FrankWolfe.jl: A high-performance and flexible toolbox for Conditional Gradients

TL;DR: We present $\texttt{FrankWolfe.jl}$, an open-source implementation in Julia of several popular Frank-Wolfe and Conditional Gradients variants for first-order constrained optimization. The package is designed with flexibility and high-performance in mind, allowing for easy extension and relying on few assumptions regarding the user-provided functions. It supports Julia’s unique multiple dispatch feature, and interfaces smoothly with generic linear optimization formulations using $\texttt{MathOptInterface.jl}$.

Written by Alejandro Carderera and Mathieu Besançon.

What does the package do?

The $\texttt{FrankWolfe.jl}$ Julia package aims at solving problems of the form: $\tag{minProblem} \begin{align} \label{eq:minimizationProblem} \min\limits_{\mathbf{x} \in \mathcal{C}} f(\mathbf{x}), \end{align}$ where $\mathcal{C} \subseteq \mathbb{R}^d$ is a convex compact set and $f(\mathbf{x})$ is a differentiable function, through the use of Frank-Wolfe [FW] (also known as Conditional Gradient [LP]) algorithm variants. The two main ingredients that the package uses to solve this problem are:

A First-Order Oracle (FOO): Given $\mathbf{x} \in \mathcal{C}$, the oracle returns $\nabla f(\mathbf{x})$.
A Linear Minimization Oracle (LMO): Given $\mathbf{x}\in \mathbb{R}^d$, the oracle returns $\mathbf{v} \in \operatorname{argmin}_{\mathbf{x} \in \mathcal{C}} \langle \mathbf{d}, \mathbf{x}\rangle$.

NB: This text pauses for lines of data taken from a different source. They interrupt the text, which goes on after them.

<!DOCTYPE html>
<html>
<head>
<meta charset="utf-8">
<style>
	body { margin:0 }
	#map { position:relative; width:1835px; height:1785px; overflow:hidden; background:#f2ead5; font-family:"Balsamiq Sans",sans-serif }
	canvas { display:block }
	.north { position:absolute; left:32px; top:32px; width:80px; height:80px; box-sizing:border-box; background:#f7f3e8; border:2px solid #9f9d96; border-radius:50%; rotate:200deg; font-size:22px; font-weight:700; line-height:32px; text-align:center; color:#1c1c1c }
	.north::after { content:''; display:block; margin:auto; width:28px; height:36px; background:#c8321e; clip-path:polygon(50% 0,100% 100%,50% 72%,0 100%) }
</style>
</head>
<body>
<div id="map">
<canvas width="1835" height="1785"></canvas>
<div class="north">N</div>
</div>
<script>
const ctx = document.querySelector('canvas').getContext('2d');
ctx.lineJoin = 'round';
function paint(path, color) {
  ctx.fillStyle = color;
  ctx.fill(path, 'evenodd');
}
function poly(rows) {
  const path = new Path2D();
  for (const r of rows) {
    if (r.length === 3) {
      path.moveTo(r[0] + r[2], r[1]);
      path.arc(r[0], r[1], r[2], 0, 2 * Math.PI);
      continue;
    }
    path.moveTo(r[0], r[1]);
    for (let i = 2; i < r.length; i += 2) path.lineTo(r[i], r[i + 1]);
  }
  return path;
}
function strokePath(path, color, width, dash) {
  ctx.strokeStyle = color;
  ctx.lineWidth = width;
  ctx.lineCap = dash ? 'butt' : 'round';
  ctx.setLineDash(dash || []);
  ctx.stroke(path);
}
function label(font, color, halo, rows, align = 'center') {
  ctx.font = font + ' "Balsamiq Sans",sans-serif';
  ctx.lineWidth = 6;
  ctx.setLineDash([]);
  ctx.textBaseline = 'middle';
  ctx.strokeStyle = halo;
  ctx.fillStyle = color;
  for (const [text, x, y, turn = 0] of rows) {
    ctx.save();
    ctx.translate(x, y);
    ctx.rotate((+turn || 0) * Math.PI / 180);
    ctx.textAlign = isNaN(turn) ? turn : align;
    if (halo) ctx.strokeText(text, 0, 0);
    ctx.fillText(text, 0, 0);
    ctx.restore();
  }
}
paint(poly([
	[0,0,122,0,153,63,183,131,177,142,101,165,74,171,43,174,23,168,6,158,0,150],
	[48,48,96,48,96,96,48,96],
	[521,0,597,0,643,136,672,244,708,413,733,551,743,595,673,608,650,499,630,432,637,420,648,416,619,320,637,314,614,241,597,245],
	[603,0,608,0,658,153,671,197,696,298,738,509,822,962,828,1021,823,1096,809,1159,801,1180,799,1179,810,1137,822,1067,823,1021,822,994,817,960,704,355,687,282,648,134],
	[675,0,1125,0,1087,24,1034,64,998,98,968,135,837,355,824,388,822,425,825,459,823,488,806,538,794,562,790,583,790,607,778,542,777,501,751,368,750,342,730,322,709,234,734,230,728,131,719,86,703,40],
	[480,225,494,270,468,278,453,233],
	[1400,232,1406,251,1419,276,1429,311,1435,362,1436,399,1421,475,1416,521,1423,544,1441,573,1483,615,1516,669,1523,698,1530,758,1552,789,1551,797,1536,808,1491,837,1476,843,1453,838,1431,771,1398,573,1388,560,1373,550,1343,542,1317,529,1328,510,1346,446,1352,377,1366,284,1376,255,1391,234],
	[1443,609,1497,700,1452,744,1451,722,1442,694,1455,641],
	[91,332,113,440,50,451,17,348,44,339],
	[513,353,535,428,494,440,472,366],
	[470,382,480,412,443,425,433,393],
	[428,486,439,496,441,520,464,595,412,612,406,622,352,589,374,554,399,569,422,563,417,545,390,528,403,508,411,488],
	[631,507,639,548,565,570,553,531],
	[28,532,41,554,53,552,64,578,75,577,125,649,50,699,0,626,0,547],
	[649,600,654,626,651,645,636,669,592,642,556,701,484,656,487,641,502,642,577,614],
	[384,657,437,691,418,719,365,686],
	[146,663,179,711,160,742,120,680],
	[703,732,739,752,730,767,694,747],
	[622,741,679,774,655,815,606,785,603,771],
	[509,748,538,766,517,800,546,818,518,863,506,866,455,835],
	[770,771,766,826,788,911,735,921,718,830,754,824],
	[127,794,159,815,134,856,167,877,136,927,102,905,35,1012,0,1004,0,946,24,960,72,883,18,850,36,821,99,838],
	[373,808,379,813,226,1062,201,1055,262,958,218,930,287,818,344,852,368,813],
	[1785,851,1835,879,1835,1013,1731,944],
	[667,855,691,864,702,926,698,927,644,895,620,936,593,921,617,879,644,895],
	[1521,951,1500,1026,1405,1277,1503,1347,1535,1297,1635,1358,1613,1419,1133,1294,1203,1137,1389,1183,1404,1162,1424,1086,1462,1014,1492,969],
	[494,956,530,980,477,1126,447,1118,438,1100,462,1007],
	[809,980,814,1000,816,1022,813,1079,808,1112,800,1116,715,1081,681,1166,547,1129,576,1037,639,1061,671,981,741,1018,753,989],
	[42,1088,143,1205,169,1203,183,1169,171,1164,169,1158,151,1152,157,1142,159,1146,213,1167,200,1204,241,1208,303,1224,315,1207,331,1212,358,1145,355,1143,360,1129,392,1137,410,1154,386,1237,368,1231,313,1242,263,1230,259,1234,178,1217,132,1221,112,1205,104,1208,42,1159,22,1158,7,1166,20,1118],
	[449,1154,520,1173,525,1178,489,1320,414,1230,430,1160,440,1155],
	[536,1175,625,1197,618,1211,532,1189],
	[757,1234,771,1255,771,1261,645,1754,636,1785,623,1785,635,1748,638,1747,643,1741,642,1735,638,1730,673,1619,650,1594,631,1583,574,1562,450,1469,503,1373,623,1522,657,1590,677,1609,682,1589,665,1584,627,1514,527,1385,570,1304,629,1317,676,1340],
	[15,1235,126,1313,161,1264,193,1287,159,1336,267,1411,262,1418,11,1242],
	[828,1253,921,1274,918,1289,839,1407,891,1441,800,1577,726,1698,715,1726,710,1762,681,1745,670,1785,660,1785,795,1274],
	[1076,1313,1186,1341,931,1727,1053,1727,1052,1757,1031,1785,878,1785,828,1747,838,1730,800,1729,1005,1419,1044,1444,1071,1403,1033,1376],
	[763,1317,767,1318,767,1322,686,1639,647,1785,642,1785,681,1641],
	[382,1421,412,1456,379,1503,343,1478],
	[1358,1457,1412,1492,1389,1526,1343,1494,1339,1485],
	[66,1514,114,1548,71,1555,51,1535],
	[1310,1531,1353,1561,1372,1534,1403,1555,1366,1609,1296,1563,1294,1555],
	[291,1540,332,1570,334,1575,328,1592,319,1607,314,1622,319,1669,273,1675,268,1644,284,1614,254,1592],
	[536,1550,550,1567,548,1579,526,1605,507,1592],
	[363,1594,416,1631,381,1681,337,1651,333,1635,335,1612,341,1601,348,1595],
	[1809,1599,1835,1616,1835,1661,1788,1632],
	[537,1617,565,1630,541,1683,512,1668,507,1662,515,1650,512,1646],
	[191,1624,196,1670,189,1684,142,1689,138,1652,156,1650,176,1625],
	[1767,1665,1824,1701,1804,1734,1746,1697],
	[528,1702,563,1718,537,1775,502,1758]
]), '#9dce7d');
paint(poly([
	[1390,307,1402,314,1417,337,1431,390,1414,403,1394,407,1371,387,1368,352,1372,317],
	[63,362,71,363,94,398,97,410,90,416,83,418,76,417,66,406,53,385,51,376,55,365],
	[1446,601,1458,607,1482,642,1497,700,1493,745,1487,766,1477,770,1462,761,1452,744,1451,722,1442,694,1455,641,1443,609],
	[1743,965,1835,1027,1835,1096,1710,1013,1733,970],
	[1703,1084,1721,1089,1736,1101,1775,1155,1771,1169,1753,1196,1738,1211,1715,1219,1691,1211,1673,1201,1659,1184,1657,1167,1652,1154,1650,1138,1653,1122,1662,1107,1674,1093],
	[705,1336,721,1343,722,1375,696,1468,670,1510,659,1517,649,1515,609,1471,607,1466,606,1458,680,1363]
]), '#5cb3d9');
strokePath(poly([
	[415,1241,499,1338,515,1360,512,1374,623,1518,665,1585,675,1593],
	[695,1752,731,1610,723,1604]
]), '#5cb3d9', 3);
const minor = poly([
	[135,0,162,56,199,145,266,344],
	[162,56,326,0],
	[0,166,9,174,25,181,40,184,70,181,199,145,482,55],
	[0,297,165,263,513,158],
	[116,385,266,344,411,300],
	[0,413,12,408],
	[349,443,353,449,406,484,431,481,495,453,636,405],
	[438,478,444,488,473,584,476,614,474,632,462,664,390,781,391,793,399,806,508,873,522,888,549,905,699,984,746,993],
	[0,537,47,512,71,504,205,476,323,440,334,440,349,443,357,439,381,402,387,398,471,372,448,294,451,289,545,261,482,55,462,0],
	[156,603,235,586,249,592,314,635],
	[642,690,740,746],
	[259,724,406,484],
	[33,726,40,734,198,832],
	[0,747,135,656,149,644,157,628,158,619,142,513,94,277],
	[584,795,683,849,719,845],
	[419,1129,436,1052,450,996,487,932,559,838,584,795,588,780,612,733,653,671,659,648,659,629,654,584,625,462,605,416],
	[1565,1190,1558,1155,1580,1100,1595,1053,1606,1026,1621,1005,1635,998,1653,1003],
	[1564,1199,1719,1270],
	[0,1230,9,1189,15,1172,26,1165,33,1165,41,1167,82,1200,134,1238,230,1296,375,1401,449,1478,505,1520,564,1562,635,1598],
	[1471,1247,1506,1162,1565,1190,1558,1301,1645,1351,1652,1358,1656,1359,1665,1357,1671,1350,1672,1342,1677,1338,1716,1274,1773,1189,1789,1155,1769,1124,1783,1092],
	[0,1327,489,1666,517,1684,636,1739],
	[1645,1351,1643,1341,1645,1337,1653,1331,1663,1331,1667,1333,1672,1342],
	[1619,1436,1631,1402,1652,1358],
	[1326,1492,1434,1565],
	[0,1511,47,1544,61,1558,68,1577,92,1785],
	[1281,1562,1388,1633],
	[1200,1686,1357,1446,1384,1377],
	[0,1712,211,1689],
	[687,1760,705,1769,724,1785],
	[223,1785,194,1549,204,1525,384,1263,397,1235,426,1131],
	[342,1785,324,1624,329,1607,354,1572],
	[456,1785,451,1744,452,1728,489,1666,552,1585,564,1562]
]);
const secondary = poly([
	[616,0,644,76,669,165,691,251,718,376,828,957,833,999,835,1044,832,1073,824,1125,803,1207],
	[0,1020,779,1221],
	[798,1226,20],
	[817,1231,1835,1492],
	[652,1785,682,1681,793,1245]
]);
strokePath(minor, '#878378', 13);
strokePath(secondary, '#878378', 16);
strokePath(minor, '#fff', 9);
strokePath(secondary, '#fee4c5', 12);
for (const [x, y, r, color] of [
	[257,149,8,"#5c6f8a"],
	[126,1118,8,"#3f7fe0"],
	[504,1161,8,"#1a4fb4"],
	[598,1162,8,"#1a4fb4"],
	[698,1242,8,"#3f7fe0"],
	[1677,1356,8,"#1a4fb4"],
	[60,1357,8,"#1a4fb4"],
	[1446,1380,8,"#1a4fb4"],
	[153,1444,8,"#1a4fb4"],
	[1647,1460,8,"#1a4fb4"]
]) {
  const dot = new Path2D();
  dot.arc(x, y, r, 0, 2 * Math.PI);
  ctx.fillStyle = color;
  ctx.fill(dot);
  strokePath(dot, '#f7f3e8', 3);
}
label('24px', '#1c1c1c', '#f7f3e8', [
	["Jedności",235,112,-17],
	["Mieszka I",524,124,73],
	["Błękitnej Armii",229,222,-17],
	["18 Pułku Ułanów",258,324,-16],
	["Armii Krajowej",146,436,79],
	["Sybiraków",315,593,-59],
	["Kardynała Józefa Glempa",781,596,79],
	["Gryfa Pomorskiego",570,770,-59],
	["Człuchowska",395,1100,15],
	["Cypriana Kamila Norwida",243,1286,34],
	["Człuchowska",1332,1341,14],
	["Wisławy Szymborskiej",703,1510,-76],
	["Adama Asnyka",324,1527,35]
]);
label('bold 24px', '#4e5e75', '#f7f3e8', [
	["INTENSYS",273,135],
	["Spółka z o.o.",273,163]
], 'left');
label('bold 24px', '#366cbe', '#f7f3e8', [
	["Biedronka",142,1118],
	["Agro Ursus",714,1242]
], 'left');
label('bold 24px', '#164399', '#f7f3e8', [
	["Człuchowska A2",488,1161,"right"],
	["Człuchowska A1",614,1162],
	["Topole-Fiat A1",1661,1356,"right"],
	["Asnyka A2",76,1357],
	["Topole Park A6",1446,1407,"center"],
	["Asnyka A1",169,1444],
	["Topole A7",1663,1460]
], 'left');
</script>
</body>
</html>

This bypasses the need to use projection oracles onto $\mathcal{C}$, which can be extremely advantageous as solving an LP over $\mathcal{C}$ can be much cheaper than solving a quadratic (projection) problem over the same set. Such is the case for the nuclear norm ball, as solving an LP over this convex set simply requires computing the left and right singular vectors associated with the largest singular value, whereas projecting onto this feasible region requires computing a full SVD decomposition. See [CP] for more examples and for more background information on the package see also our software overview of the package [BCP].

How do I get started

In a Julia session, type ] to switch to package mode:

julia> ]
(@v1.6) pkg>

See the Julia documentation for more examples and advanced usage of the package manager. You can then add the package with the add command:

(@v1.6) pkg> add https://github.com/ZIB-IOL/FrankWolfe.jl

Soon it will also be directly available through the package manager.

And why should you care?

Although the Frank-Wolfe algorithm and its variants have been studied for more than half a decade and have gained a lot of attention due to their favorable theoretical and computational properties, no de-facto implementation exists. The goal of the package is to become a reference open-source implementation for practitioners in need of a flexible and efficient first-order method and for researchers developing and comparing new approaches on similar classes of problems.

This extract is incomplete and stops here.